Donated tampons, pads and liners will be used to fill orders for Houston-area schools in need of period products. (Elizabeth Trovall/Marketplace)

Professor Gupta surveyed college kids and found 14% of students experienced period poverty in the year prior to taking the study.

“About 10% reported experiencing period poverty on a monthly basis,” she said, adding that Black and Latino students were more likely to say they experienced period poverty.

Another report in the National Library of Medicine found roughly two thirds of the low-income women surveyed couldn’t afford period products at least once in a year. And a different study of high schoolers showed that kids were skipping school because they couldn’t afford pads and tampons. 

Laura Strausfeld said she’s glad to see conservative states like Texas move to end taxes on period products that more progressive states already have done away with.

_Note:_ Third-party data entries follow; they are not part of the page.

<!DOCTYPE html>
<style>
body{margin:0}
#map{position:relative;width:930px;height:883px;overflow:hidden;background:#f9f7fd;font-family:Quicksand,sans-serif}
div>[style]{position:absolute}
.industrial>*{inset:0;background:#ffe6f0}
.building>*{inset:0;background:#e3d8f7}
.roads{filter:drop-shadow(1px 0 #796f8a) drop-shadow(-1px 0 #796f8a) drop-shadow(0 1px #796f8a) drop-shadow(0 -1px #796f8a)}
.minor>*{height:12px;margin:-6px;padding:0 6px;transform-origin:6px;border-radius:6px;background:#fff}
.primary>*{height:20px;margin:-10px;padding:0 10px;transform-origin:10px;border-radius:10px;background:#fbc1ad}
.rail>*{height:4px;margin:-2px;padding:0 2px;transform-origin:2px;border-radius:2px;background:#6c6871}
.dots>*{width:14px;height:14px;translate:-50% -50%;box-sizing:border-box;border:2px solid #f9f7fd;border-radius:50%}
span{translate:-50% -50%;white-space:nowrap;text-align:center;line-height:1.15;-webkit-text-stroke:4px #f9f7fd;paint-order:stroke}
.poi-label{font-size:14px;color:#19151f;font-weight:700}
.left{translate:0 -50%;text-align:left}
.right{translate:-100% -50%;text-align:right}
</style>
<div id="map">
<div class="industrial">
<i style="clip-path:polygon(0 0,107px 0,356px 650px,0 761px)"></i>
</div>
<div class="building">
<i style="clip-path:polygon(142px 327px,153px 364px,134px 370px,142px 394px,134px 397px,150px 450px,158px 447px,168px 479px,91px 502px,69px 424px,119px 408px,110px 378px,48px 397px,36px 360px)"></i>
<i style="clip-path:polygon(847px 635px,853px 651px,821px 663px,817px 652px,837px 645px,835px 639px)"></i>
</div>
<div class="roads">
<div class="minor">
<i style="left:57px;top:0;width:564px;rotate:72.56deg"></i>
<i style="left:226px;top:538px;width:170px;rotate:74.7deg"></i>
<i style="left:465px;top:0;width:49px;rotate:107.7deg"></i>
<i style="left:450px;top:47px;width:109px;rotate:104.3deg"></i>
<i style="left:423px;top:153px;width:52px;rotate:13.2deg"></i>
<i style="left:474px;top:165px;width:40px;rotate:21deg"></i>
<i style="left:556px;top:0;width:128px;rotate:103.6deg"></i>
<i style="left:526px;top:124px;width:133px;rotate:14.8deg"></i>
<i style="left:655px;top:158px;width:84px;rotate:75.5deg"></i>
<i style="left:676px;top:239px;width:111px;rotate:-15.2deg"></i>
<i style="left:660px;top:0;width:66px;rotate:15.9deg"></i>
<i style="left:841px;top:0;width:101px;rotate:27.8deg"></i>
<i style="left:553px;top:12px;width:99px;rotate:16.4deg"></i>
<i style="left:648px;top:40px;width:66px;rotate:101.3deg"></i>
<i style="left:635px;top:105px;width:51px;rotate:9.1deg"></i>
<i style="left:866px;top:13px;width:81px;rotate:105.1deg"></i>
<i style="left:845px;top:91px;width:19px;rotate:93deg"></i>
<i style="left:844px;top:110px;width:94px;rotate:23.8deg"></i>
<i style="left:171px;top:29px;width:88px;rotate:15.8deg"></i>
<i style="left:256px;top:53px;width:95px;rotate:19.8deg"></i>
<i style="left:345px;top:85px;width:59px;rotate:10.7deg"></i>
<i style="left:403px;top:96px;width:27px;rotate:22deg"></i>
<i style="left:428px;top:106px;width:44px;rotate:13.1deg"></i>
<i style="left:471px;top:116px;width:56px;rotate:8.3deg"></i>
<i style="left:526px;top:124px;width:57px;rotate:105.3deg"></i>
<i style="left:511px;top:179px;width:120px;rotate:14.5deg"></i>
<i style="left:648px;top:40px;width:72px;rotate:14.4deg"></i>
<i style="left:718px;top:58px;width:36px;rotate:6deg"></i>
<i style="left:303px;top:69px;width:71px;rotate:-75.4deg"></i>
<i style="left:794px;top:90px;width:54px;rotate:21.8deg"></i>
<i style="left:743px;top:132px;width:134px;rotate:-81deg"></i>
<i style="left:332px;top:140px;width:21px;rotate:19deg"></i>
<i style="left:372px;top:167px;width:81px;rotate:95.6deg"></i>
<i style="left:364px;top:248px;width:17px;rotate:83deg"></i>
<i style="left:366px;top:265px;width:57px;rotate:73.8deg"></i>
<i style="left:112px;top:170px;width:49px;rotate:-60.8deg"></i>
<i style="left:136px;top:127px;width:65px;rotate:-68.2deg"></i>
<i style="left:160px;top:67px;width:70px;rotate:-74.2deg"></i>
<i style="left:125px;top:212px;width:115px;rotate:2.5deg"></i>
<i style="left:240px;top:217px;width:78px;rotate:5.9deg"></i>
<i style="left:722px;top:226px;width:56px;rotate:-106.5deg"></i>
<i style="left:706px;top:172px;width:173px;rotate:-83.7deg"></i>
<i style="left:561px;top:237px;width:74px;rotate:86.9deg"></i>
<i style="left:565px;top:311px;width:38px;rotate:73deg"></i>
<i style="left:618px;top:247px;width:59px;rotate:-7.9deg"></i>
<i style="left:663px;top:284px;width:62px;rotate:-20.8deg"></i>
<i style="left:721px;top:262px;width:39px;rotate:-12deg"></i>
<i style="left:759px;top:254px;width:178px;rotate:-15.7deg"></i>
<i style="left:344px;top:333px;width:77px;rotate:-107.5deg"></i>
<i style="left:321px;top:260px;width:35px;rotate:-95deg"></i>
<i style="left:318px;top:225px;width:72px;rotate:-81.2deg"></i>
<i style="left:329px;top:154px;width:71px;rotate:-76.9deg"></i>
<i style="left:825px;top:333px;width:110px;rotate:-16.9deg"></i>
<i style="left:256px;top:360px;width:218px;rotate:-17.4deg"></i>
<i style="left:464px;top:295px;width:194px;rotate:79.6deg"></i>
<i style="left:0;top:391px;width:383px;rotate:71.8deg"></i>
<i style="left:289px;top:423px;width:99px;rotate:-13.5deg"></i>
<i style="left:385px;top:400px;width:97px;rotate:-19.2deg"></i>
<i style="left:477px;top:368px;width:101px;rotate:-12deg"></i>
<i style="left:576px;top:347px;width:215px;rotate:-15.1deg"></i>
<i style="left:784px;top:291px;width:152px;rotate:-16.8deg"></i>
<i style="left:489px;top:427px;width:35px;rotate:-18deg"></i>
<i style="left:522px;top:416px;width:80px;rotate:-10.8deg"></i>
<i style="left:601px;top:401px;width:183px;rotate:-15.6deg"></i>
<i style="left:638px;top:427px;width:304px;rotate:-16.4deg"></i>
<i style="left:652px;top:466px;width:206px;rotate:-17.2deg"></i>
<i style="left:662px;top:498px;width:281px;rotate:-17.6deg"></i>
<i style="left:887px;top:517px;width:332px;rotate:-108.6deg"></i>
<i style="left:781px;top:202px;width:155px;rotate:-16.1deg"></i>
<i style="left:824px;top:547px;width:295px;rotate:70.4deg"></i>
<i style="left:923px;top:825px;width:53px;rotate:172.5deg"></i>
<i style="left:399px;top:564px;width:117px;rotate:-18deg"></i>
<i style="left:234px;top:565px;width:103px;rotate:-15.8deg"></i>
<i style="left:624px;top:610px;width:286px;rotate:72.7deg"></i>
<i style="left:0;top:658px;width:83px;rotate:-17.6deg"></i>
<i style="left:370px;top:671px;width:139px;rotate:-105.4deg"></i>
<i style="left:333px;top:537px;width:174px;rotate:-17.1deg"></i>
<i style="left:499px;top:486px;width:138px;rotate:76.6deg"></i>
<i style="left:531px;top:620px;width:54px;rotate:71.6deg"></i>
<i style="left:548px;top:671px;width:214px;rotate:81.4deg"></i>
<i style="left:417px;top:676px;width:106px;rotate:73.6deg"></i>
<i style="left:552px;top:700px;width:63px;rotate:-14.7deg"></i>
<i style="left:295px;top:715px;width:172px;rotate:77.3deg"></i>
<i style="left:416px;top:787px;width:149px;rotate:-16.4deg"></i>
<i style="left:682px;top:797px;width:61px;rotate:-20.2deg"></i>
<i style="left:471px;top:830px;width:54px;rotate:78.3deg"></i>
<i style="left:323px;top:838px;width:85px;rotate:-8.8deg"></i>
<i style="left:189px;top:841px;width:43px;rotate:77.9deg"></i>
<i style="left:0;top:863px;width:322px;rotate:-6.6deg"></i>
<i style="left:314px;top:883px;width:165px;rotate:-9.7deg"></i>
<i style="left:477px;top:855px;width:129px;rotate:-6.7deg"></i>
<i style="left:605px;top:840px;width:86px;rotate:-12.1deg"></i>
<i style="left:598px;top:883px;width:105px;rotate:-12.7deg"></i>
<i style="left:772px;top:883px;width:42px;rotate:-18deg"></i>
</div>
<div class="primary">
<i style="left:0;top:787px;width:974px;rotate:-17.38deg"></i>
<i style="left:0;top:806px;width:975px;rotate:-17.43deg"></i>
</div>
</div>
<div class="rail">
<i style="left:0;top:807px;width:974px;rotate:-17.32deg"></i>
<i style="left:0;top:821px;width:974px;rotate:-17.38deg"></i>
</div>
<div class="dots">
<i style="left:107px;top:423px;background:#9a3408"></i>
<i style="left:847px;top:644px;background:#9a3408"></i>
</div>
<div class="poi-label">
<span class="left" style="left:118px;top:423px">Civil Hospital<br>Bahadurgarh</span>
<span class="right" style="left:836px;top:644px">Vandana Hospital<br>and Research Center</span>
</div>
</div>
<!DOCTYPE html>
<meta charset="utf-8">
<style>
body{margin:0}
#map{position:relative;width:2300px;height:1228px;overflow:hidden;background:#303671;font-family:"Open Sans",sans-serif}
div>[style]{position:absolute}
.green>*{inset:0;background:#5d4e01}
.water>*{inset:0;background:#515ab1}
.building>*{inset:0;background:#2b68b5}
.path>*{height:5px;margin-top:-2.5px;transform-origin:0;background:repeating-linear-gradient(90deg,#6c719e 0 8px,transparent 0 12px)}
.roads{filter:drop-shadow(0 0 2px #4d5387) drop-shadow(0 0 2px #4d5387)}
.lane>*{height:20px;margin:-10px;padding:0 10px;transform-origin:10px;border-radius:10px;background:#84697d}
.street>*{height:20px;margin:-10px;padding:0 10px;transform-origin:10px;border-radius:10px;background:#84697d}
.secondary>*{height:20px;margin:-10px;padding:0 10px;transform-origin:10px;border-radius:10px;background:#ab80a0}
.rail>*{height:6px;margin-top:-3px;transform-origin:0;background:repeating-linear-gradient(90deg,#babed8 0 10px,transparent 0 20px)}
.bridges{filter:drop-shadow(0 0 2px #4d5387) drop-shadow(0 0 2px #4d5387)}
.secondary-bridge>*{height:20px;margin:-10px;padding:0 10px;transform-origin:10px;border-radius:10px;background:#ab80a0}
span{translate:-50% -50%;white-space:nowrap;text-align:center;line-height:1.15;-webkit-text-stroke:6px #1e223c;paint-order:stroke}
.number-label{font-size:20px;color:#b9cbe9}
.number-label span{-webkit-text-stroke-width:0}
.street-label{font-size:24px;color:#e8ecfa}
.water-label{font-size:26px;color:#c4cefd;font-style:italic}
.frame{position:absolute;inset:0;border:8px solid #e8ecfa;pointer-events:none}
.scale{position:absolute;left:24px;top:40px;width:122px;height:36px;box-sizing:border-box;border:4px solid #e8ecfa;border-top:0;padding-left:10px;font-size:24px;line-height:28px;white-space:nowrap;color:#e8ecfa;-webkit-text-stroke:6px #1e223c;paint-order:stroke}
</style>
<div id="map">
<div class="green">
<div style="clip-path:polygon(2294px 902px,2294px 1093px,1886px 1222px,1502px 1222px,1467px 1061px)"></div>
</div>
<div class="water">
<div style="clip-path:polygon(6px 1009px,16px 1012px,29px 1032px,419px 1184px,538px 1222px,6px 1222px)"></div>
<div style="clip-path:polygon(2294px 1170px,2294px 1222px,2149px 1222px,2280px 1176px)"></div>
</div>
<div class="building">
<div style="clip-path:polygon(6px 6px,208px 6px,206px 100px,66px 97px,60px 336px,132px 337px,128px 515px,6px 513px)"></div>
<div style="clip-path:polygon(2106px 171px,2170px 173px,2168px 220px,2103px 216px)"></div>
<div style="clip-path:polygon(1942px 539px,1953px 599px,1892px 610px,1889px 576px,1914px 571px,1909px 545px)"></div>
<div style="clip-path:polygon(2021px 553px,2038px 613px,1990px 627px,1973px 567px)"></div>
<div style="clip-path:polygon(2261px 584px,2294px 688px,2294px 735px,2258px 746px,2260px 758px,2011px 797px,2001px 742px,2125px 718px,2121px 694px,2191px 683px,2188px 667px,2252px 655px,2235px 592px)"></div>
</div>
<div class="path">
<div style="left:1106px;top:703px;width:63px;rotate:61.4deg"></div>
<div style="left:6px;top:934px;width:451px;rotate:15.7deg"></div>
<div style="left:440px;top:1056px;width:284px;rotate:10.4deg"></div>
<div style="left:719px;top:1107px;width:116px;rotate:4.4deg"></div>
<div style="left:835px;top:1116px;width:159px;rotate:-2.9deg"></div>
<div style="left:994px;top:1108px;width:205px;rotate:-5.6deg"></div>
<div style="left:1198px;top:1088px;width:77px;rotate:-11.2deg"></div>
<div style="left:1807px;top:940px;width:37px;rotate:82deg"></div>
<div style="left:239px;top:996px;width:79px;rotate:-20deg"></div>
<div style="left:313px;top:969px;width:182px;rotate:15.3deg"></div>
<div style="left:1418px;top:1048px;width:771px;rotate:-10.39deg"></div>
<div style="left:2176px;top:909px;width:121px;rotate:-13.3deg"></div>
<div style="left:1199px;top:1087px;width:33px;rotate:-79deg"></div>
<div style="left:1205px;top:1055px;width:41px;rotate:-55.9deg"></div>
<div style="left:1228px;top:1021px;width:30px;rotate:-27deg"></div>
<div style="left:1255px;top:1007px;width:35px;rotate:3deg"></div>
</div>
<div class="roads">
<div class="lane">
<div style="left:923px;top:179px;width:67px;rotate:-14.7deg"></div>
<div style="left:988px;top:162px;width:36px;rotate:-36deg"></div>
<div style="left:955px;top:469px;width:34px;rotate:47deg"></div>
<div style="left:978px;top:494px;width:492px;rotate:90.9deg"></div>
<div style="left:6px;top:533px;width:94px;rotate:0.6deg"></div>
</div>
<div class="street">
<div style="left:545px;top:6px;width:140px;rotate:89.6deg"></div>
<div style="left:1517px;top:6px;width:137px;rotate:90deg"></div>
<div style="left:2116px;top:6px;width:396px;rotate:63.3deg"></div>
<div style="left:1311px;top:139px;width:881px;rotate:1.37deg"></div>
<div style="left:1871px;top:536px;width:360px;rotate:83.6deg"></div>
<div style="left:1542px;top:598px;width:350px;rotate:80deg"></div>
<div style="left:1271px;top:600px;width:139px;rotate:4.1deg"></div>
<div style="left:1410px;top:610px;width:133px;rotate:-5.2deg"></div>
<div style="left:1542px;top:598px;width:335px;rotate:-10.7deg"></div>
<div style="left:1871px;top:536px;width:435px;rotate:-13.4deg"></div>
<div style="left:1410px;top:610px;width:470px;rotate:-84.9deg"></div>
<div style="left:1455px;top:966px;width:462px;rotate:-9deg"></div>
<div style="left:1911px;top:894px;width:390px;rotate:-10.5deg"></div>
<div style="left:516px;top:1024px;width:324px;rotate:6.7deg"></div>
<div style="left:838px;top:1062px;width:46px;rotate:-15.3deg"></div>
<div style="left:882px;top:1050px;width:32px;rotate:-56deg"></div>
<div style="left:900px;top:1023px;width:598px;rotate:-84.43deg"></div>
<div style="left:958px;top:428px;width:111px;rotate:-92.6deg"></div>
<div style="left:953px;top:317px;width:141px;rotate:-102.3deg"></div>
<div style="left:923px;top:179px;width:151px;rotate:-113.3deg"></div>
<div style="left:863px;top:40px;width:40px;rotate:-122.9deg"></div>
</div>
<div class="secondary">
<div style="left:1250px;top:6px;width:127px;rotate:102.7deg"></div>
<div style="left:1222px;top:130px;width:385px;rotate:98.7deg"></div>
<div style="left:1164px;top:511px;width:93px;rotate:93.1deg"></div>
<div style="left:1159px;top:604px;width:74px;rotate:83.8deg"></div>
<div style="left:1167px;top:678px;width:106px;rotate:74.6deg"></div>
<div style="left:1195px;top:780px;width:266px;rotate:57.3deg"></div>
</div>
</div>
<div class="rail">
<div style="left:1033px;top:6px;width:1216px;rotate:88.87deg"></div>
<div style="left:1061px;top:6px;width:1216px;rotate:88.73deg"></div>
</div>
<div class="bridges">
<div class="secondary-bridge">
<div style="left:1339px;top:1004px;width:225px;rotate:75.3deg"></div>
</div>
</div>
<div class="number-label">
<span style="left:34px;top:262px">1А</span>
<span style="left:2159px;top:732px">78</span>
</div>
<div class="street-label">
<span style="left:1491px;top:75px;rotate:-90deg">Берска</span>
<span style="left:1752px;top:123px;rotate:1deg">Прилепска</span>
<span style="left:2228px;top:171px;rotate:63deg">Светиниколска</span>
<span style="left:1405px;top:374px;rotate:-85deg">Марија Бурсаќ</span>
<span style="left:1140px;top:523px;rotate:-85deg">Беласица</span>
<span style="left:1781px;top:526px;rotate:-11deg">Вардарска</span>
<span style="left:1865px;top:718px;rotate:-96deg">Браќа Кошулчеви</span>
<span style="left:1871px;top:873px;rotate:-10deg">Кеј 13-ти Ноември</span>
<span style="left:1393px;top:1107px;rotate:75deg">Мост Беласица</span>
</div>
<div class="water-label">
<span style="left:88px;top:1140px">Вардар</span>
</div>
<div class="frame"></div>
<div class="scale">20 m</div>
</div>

“We think of menstrual equity as part of the larger gender equity movement,” she said. “We have to keep these civil conversations about women’s health going.”

She said the timing “seems absolutely connected” to the abortion ban in Texas. The bill in the Texas legislature isn’t just moving to eliminate the tax on period products, but also diapers, bottles and maternity clothing.

Items currently untaxed in Texas include products like Band-Aids and ChapStick.

“You can buy Viagra untaxed because it’s a prescription drug,” she said.

Texas Gov. Greg Abbott signaled to the Texas Tribune he would sign the legislation to end the tax on menstrual products. House Bill 300 passed the Texas House of Representatives in March.

Strausfeld estimated that eliminating the sales tax on period products in Texas would account for roughly $29 million a year in revenue.